È la scienza normale che scopre sia i punti da controllare sia le modalità del controllo

Chiariamo. Più volte Kuhn dice che se uno scienziato dovesse abbandonare una teoria al primo esperimento falsificante, egli dovrebbe abbandonarle tutte. Quando perciò Popper dice che i passi avanti della scienza sperimentale avvengono “per rovesciamento rivoluzionario di una teoria che viene sostituita da una teoria migliore” commette un errore, poiché i test falsificanti cui allude riguardano l’attività scientifica “soltanto in modo saltuario e in circostanze del tutto particolari”; infatti il discorso sui fondamenti è l’eccezione della scienza che «riappare solo in momenti di crisi quando le basi sono in pericolo».

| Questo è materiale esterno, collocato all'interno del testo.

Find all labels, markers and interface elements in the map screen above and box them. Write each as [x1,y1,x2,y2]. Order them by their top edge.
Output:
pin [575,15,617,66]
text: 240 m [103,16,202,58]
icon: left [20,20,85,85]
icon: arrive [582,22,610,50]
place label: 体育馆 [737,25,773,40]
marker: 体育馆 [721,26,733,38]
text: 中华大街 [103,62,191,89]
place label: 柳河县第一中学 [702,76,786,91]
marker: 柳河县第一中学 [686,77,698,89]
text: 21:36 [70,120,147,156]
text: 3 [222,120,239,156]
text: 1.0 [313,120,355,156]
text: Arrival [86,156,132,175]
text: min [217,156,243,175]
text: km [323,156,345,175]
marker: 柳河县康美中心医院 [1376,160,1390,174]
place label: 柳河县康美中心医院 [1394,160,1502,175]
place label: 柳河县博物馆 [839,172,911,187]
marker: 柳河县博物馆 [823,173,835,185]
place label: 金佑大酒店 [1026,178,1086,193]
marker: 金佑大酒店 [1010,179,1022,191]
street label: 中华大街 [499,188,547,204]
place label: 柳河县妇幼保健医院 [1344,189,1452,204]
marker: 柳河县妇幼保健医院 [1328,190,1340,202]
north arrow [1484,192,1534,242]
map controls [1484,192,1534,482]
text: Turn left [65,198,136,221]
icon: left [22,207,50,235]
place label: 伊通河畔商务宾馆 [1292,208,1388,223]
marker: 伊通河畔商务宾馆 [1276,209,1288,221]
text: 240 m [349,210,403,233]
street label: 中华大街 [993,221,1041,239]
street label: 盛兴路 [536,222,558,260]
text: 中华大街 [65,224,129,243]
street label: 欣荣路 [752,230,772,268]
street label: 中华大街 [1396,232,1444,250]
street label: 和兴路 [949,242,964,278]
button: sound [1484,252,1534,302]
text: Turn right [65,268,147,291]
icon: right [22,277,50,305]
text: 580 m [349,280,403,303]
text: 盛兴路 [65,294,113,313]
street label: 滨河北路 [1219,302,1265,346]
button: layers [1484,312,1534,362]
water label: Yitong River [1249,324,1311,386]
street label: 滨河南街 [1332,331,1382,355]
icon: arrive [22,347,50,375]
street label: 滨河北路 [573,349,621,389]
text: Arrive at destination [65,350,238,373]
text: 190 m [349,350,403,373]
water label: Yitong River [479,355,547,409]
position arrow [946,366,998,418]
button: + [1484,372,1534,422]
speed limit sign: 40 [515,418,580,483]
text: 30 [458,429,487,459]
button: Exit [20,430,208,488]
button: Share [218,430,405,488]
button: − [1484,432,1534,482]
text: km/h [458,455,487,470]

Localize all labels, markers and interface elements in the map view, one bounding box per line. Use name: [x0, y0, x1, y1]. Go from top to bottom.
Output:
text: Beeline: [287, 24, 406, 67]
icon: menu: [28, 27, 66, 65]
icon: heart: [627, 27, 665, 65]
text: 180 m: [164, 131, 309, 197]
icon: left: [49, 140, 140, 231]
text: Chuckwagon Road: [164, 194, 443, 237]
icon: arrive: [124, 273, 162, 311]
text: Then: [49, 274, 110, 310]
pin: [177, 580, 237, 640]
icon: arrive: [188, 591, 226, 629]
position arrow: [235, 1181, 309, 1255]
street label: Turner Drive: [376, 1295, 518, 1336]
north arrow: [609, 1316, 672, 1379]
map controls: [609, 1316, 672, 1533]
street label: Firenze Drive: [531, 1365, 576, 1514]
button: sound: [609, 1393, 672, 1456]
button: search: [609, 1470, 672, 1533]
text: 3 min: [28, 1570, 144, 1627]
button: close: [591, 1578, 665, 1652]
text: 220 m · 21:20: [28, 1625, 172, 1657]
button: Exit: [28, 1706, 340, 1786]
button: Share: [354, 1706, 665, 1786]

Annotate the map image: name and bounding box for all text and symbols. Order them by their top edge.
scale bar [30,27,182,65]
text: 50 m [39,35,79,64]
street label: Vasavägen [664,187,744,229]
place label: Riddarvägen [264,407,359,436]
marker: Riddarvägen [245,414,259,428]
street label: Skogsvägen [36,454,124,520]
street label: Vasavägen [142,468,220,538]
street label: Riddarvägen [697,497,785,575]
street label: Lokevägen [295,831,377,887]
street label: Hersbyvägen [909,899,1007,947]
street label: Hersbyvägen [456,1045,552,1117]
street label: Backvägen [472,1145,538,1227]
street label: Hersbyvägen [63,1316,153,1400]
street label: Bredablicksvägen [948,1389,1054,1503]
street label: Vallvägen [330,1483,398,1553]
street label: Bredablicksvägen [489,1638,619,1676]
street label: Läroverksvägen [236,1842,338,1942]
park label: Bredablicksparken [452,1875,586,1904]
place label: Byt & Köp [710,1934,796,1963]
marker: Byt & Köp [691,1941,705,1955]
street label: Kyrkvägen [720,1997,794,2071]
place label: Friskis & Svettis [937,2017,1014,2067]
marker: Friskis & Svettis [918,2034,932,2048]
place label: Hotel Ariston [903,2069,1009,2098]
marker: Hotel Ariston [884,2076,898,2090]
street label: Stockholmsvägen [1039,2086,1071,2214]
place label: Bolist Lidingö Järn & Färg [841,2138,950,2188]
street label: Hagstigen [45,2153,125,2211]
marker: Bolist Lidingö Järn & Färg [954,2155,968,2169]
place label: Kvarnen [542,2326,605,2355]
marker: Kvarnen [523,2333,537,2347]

Qui è in gioco il ruolo dello scienziato. Popper sostiene che l’attività principale dello scienziato sia quella del “controllore severo” delle famose “teorie su palafitte”, Kuhn apre il discorso verso un altro aspetto: lo scienziato, anche quando falsifica e “rivoluziona”, fonda la sua indagine su un insieme di regole che fanno parte della scienza “normale”. Il contesto del controllo viene ancorato alla scienza “normale”, che andremo via via componendo nei suoi aspetti caratteristici. Questo “ancoraggio” fa sì che né in metafisica né riguardo teorie scientifiche “il controllo può giocare un ruolo del tutto decisivo”; per quanto severo quest’ultimo possa essere sarà sempre supportato da “una tradizione di soluzioni di rompicapo” che possiamo immaginare come la cornice entro cui si svolge il controllo stesso. Da qui alla critica del criterio di demarcazione di Popper tra scienza e pseudoscienza c‘è un passo; infatti benché gli esiti siano simili risulta diverso il modo di procedere al controllo. Esempio dell’astrologia: Per Popper l’astrologia non era scienza poiché non poteva essere falsificata, per Kuhn non era scienza perché il fallimento particolare non dà il via ad un rompicapo. Alla luce di ciò che è stato detto capiamo meglio qual è il ruolo dello scienziato (solutore di rompicapo). Il criterio di Popper, dice Kuhn, è assurdo: non si può escludere una disciplina dalle scienze per il modo in cui spiega i suoi fallimenti, poiché tentativi di spiegazione vengono usati anche in fisica chimica e astronomia in tempi critici [da notare che questa ingenuità del falsificazionismo sarà raddrizzata con la distinzione popperiana tra ipotesi ad hoc e ipotesi ausiliarie].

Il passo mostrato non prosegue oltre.